■ ABOUT THIS TASK ■
Below is some data. Retype exactly the lines starting at the one with "M71,209L79,233L61,238L53,214Z" and ending at the one with "M155,1136L159,1150L135,1157L131,1143Z".

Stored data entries
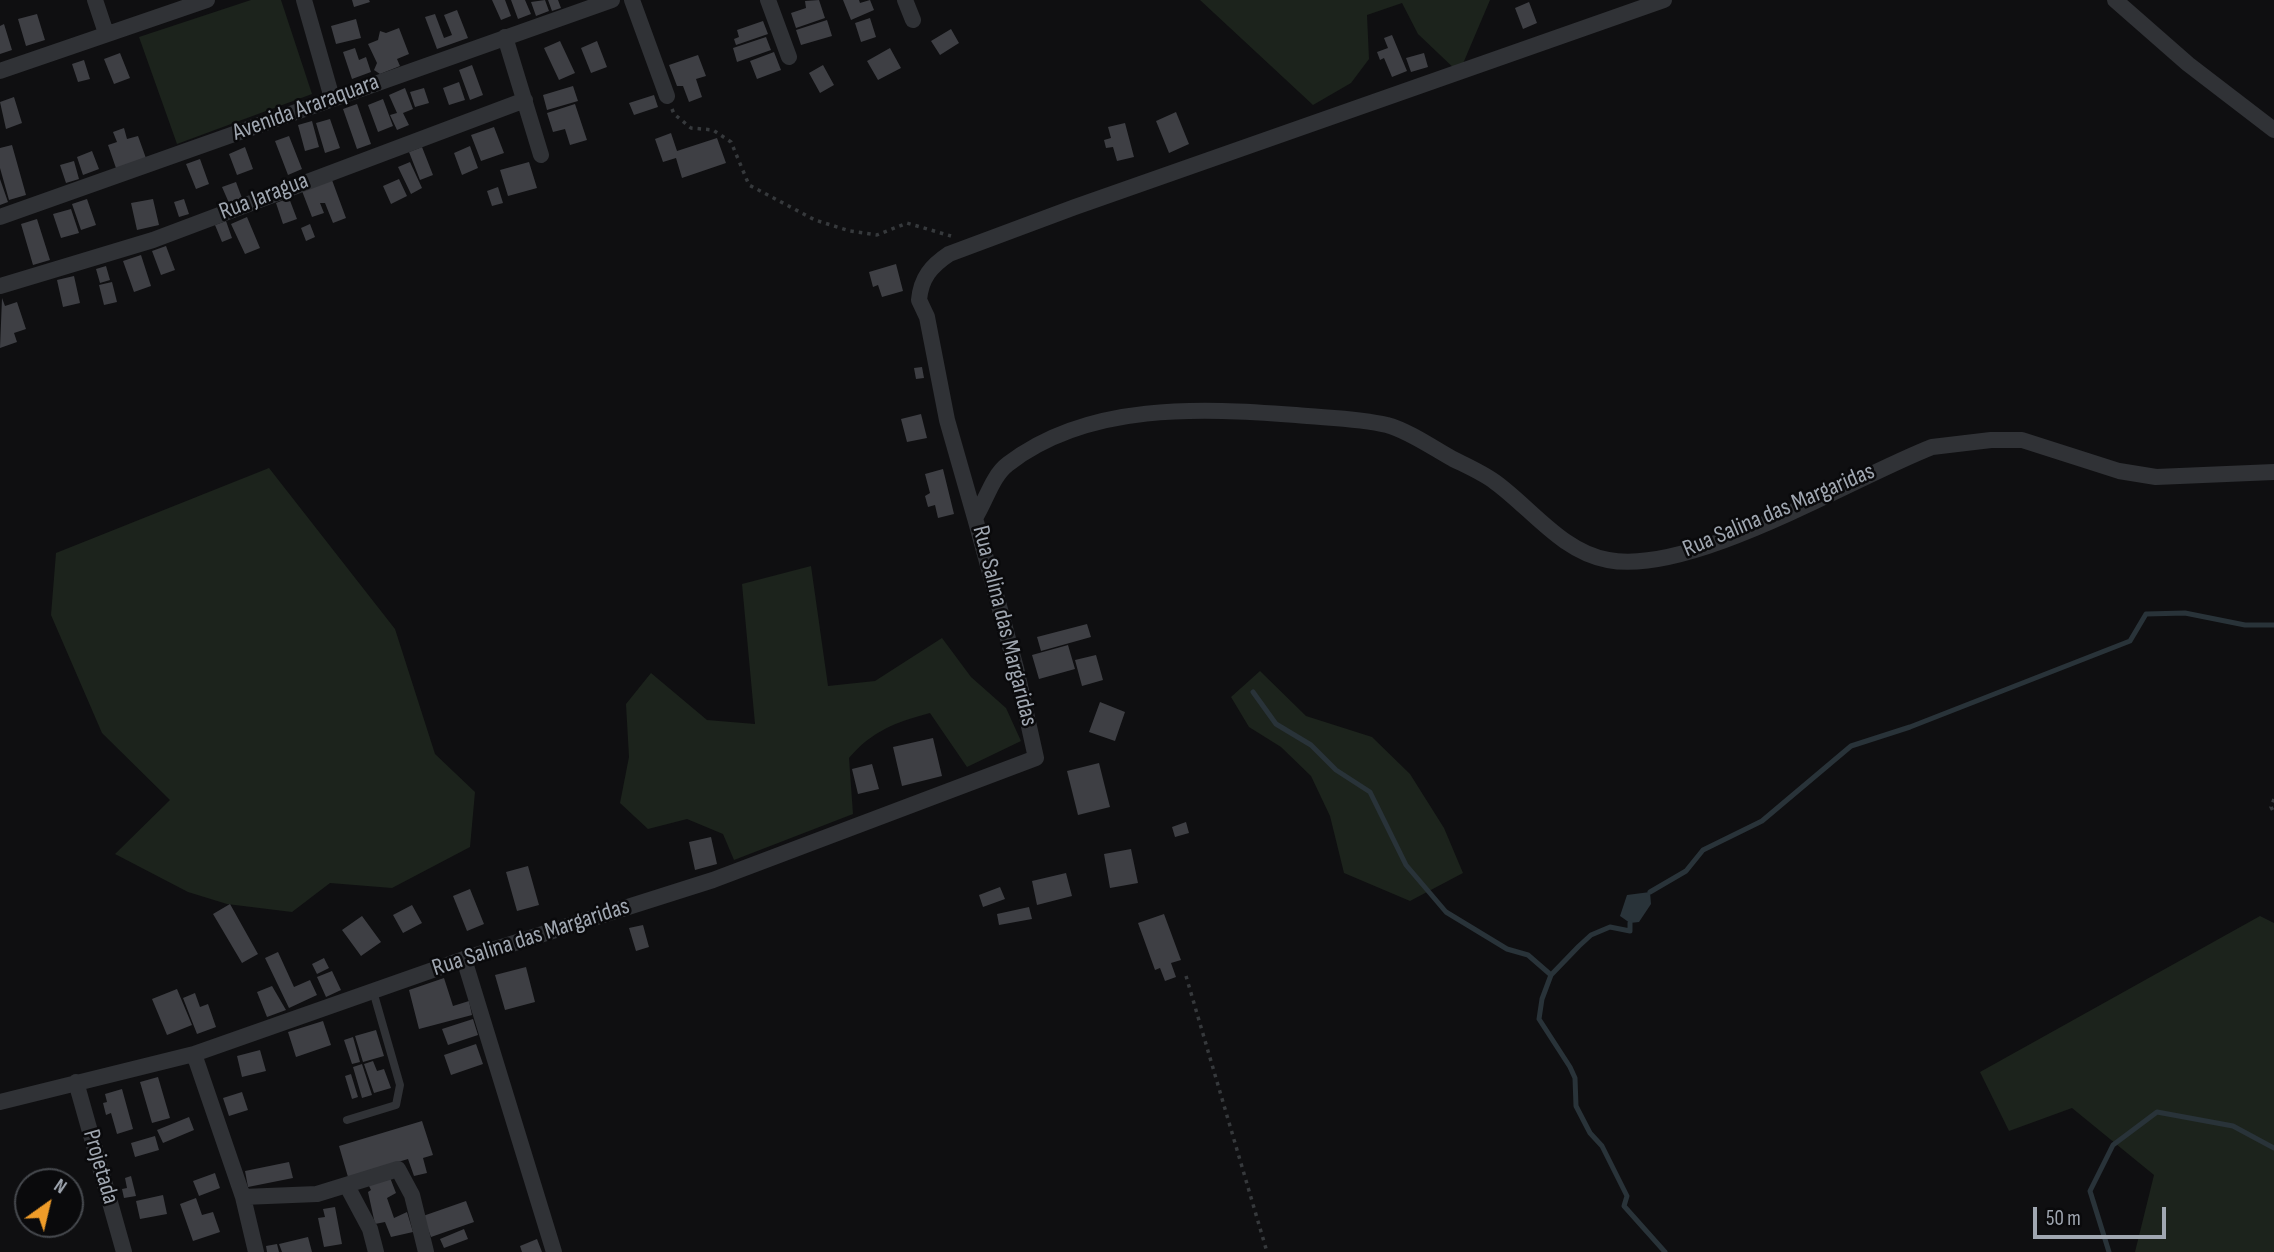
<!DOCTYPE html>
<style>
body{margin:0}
#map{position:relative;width:2274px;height:1252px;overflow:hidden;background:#0f0f11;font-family:"Sofia Sans Condensed",sans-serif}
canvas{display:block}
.north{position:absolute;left:14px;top:1168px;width:70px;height:70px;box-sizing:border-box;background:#0a0a0c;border:2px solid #46494e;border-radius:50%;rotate:34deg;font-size:19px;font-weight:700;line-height:28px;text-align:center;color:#a0a7b1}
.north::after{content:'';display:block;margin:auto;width:24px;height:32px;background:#ef9c29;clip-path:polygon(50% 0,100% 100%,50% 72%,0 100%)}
.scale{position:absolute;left:2033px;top:1207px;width:133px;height:32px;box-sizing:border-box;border:4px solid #a0a7b1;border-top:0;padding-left:9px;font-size:21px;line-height:24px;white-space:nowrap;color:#a0a7b1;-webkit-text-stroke:5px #0a0a0c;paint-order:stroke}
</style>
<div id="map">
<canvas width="2274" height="1252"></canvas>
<div class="north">N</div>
<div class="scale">50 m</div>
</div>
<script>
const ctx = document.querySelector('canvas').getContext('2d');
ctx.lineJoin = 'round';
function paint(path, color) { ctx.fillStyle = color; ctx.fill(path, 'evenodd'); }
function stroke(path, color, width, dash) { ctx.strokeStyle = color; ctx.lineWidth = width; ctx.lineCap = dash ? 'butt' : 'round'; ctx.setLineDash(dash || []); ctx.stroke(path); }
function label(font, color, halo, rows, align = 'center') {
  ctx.font = font + ' "Sofia Sans Condensed",sans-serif'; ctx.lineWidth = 5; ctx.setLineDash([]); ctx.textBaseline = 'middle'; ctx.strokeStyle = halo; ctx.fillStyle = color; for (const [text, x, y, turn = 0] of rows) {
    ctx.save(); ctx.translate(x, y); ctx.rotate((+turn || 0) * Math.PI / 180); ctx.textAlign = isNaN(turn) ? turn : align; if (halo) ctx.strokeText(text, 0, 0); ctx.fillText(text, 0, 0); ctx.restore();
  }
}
paint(new Path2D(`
 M251,0H281L312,94L177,144L139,37Z
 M1200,0H1490L1459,73L1418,34L1402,3L1367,15L1369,59L1351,83L1313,105Z
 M269,468L395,629L435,754L475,792L470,847L392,888L330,883L292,912L227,904L188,892L115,854L170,800L102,733L51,615L56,553Z
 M811,566L828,686L875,681L942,638L971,677L1006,708L1021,741L967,767L930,713C896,722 872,731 849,758L853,814L734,860L723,834L687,819L648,829L620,803L629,757L626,704L651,673L707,720L755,724L742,584Z
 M1260,671L1306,716L1372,737L1410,774L1444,828L1463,873L1410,901L1344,873L1330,816L1311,776L1281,747L1249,727L1231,697Z
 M2260,916L2274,923V1252H2135L2154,1175L2072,1108L2009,1131L1980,1072Z`), '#1c231c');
paint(new Path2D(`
 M1650,892L1651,904L1639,922L1630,923L1620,916L1627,895Z`), '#293339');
stroke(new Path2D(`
 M1253,692L1276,724L1311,745L1336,770L1370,792L1406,865L1446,912L1507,949L1528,955L1551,975
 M1650,892L1686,871L1703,850L1762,821L1851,746L1910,727L2130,641L2146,614L2185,613L2245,625H2274
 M1630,923V931L1610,927L1591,935L1579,946L1551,975L1542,999L1539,1019L1570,1067L1575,1078L1576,1106L1590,1133L1602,1146L1627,1196L1624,1206L1665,1252
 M2109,1252L2090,1191L2113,1145L2157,1112L2233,1126L2274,1148`), '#293339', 5);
paint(new Path2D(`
 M352,0H369L370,2L354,7Z
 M492,0H505L511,16L501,20Z
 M511,0H525L531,14L518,19Z
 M545,0L549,11L536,16L531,2Z
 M548,0H558L561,8L552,11Z
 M819,0L825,18L796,28L791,13L806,8L805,1Z
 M843,0H859L860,3L870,0L874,10L851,20Z
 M1529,2L1537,23L1523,29L1515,8Z
 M457,10L468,38L437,49L425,17L435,14L444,38L452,35L444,15Z
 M37,14L45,40L26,46L18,19Z
 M870,18L876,37L861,42L855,23Z
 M356,19L361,38L336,44L331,26Z
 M827,20L832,36L801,45L796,30Z
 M763,21L768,34L736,45L734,39L739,37L737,30Z
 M4,24L12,50L0,54V26Z
 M399,28L409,54L397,59L400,66L380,74L374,70L377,63L368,44L378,40L380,31L386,33Z
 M951,29L959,43L940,55L931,41Z
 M1392,35L1407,71L1392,77L1384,58L1380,60L1377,52L1388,48L1384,38Z
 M766,37L771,50L737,62L733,48Z
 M560,41L575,73L559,80L544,48Z
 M597,41L607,67L591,73L581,48Z
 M355,48L359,60L366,57L371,72L352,79L343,52Z
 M890,48L901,68L878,80L867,61Z
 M774,52L781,70L757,79L750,61Z
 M120,53L130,78L114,84L104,59Z
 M1424,53L1428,67L1411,72L1406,58Z
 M698,55L706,76L696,79L702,97L689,102L683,86H677L669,65Z
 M84,60L90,79L78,82L72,64Z
 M472,65L483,95L470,100L459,70Z
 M823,65L834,85L820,93L809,73Z
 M459,82L465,100L449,105L443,88Z
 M573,86L578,101L547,110L543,95Z
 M405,88L413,109L403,113L409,125L397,130L390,115L397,113L389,95Z
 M424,88L429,103L415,107L410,92Z
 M654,95L658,107L634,115L629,103Z
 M14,97L22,123L6,129L0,102Z
 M383,99L393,126L378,132L368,105Z
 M357,104L371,144L357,149L343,109Z
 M575,104L587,140L570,145L565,129L553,132L547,113Z
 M1176,112L1189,144L1169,153L1156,121Z
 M330,119L340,148L325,153L316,123Z
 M312,121L319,147L305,151L298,125Z
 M1125,123L1134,157L1117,161L1113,147L1106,148L1104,140L1111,138L1108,127Z
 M494,127L504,153L481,161L471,135Z
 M124,128L127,139L138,136L147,161L117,171L108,145L117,142L113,132Z
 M671,133L677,151L717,138L726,163L682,178L676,158L663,162L655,139Z
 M289,136L302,169L288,175L275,141Z
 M12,145L26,195L9,200L0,168V148Z
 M470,146L478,168L462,175L454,153Z
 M245,147L253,169L237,175L229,154Z
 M422,147L433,175L420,180L409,152Z
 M92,151L99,169L83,175L77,157Z
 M200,159L209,184L196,189L186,164Z
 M74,161L79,179L66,183L60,165Z
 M410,162L422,188L411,194L398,167Z
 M529,162L537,188L508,196L500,170Z
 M0,179L8,202L0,205Z
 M399,179L407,196L391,204L383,186Z
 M332,180L346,218L333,223L325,203H320L324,213L312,217L302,191Z
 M236,182L242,198L229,203L222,187Z
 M498,187L503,203L492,206L487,191Z
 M289,198L297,219L283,224L276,203Z
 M87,199L96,225L81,230L72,204Z
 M153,199L159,225L137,230L131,203Z
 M184,199L189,214L179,217L174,202Z
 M71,209L79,233L61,238L53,214Z
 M247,217L260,248L245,254L231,224Z
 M37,219L50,260L33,265L21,224Z
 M226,221L232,238L222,242L215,225Z
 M310,224L315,237L306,241L301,228Z
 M166,246L175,270L161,275L152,251Z
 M141,255L151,286L134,292L123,261Z
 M896,264L903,291L882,297L878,285L873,287L869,272Z
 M106,266L110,280L100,283L96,269Z
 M74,276L80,303L63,307L57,280Z
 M112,282L117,302L104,305L99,285Z
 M2,298L5,306L17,302L26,329L14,333L17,342L0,348Z
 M922,367L924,378L916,379L914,368Z
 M921,414L927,438L907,442L901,419Z
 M943,469L954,514L938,518L935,505L928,507L925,496L930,493L925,474Z
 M1087,624L1091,637L1041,651L1037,637Z
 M1068,645L1075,669L1039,679L1032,655Z
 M1096,655L1103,680L1082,686L1075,660Z
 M1100,702L1125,712L1115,741L1089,732Z
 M933,738L942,776L902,786L893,747Z
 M1099,763L1110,807L1078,815L1067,771Z
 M872,764L879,789L858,794L852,769Z
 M1186,822L1189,833L1175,837L1172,827Z
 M711,837L717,864L695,870L689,842Z
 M1131,849L1138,883L1110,888L1104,854Z
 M528,866L539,905L517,911L506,872Z
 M1066,873L1072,896L1037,905L1032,881Z
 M1000,887L1005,899L983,907L979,895Z
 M470,889L484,924L467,931L453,896Z
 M230,904L258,954L242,963L213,914Z
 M412,905L422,923L403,933L393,915Z
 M1029,907L1032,919L999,925L997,914Z
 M1164,914L1181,960L1171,963L1176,977L1165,981L1160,968L1155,970L1138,923Z
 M362,916L381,942L361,956L342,930Z
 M643,925L649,947L636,951L629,928Z
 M278,952L294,987L310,980L317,995L289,1008L265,958Z
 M324,958L329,968L317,974L312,964Z
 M526,967L535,1002L505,1010L495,975Z
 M332,971L341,990L326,997L317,977Z
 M444,978L453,1006L469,1001L472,1015L419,1029L409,990Z
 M272,986L286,1010L267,1017L257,992Z
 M177,989L192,1025L167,1035L152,999Z
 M195,993L200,1007L208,1004L216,1027L197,1034L183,998Z
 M473,1019L478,1035L448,1045L442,1029Z
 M323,1021L331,1045L296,1057L288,1032Z
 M376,1030L384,1056L363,1062L355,1036Z
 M353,1037L360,1062L352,1064L344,1040Z
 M476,1044L483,1064L451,1075L444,1055Z
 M260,1050L266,1071L242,1077L237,1056Z
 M373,1061L377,1071L384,1069L391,1088L374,1093L364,1064Z
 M362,1064L372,1095L362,1098L353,1067Z
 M351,1074L358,1097L352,1099L345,1076Z
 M158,1077L170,1118L152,1123L140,1082Z
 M122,1089L133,1129L117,1134L111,1113L106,1115L103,1103L107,1102L105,1094Z
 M242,1092L248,1110L229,1116L223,1098Z
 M189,1117L194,1130L163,1143L157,1130Z
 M422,1121L433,1155L423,1158L427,1173L414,1176L408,1159L348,1177L339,1146Z
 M155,1136L159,1150L135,1157L131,1143Z
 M289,1162L293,1178L248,1187L245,1171Z
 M215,1173L220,1188L199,1196L193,1181Z
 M389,1175L396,1193L387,1198L394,1218L407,1212L413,1232L391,1237L385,1222L375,1224L368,1192L371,1190L368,1184Z
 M131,1176L136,1196L124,1198L122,1189L127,1188L125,1178Z
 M163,1195L167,1214L140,1219L136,1201Z
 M196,1198L202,1215L213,1212L220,1232L193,1241L180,1204Z
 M466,1201L474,1222L431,1237L423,1216Z
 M335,1207L342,1244L324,1247L318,1218L325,1217L323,1209Z
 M464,1229L468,1239L444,1248L440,1239Z
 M308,1237L312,1252H282L279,1244Z
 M537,1239L542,1252H522L520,1246Z
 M277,1244L279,1252H267L266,1246Z`), '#3e3f44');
stroke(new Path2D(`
 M672,109L674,114L691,128L713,130L731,142L749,185L815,220L850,231L877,235L907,223L951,236
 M2274,799L2271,807L2274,813
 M1186,976L1267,1252`), '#36393c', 3.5, [3.5, 5]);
stroke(new Path2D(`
 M347,1120L396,1105L400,1085L373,991`), '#303236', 8);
stroke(new Path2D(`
 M95,0L106,33
 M304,0L332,98
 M632,0L667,96
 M768,0L789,57
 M905,0L913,20
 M2115,0L2188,64L2274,130
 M505,37L541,155
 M0,71L207,0
 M0,217L612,0
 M0,286L153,240L525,100
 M975,518L947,420L927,317L919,300C921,278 931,266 949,254L1075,207L1664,0
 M464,959L554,1252
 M194,1054L243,1197L256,1252
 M76,1082L124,1252
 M0,1102L194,1054L464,959L713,880L1036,758L1016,668L975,518C986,501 992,476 1008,464C1088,402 1201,408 1296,415C1326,418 1358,418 1387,425C1409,431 1433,448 1453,459C1467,466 1483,473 1495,482C1531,508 1562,552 1608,560C1691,576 1850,479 1932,447L1991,440H2022L2119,471L2156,477L2274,472
 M347,1186L370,1229L376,1252
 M243,1197L317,1194L398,1169L412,1195L426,1252`), '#303236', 16);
label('24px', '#a0a7b1', '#0a0a0c', [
 ["Avenida Araraquara",306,108,-20],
 ["Rua Jaragua",264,197,-21],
 ["Rua Salina das Margaridas",1779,511,-23],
 ["Rua Salina das Margaridas",1004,626,76],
 ["Rua Salina das Margaridas",531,938,-18],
 ["Projetada",100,1167,74]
]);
</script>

■ TASK RESPONSE ■
 M71,209L79,233L61,238L53,214Z
 M247,217L260,248L245,254L231,224Z
 M37,219L50,260L33,265L21,224Z
 M226,221L232,238L222,242L215,225Z
 M310,224L315,237L306,241L301,228Z
 M166,246L175,270L161,275L152,251Z
 M141,255L151,286L134,292L123,261Z
 M896,264L903,291L882,297L878,285L873,287L869,272Z
 M106,266L110,280L100,283L96,269Z
 M74,276L80,303L63,307L57,280Z
 M112,282L117,302L104,305L99,285Z
 M2,298L5,306L17,302L26,329L14,333L17,342L0,348Z
 M922,367L924,378L916,379L914,368Z
 M921,414L927,438L907,442L901,419Z
 M943,469L954,514L938,518L935,505L928,507L925,496L930,493L925,474Z
 M1087,624L1091,637L1041,651L1037,637Z
 M1068,645L1075,669L1039,679L1032,655Z
 M1096,655L1103,680L1082,686L1075,660Z
 M1100,702L1125,712L1115,741L1089,732Z
 M933,738L942,776L902,786L893,747Z
 M1099,763L1110,807L1078,815L1067,771Z
 M872,764L879,789L858,794L852,769Z
 M1186,822L1189,833L1175,837L1172,827Z
 M711,837L717,864L695,870L689,842Z
 M1131,849L1138,883L1110,888L1104,854Z
 M528,866L539,905L517,911L506,872Z
 M1066,873L1072,896L1037,905L1032,881Z
 M1000,887L1005,899L983,907L979,895Z
 M470,889L484,924L467,931L453,896Z
 M230,904L258,954L242,963L213,914Z
 M412,905L422,923L403,933L393,915Z
 M1029,907L1032,919L999,925L997,914Z
 M1164,914L1181,960L1171,963L1176,977L1165,981L1160,968L1155,970L1138,923Z
 M362,916L381,942L361,956L342,930Z
 M643,925L649,947L636,951L629,928Z
 M278,952L294,987L310,980L317,995L289,1008L265,958Z
 M324,958L329,968L317,974L312,964Z
 M526,967L535,1002L505,1010L495,975Z
 M332,971L341,990L326,997L317,977Z
 M444,978L453,1006L469,1001L472,1015L419,1029L409,990Z
 M272,986L286,1010L267,1017L257,992Z
 M177,989L192,1025L167,1035L152,999Z
 M195,993L200,1007L208,1004L216,1027L197,1034L183,998Z
 M473,1019L478,1035L448,1045L442,1029Z
 M323,1021L331,1045L296,1057L288,1032Z
 M376,1030L384,1056L363,1062L355,1036Z
 M353,1037L360,1062L352,1064L344,1040Z
 M476,1044L483,1064L451,1075L444,1055Z
 M260,1050L266,1071L242,1077L237,1056Z
 M373,1061L377,1071L384,1069L391,1088L374,1093L364,1064Z
 M362,1064L372,1095L362,1098L353,1067Z
 M351,1074L358,1097L352,1099L345,1076Z
 M158,1077L170,1118L152,1123L140,1082Z
 M122,1089L133,1129L117,1134L111,1113L106,1115L103,1103L107,1102L105,1094Z
 M242,1092L248,1110L229,1116L223,1098Z
 M189,1117L194,1130L163,1143L157,1130Z
 M422,1121L433,1155L423,1158L427,1173L414,1176L408,1159L348,1177L339,1146Z
 M155,1136L159,1150L135,1157L131,1143Z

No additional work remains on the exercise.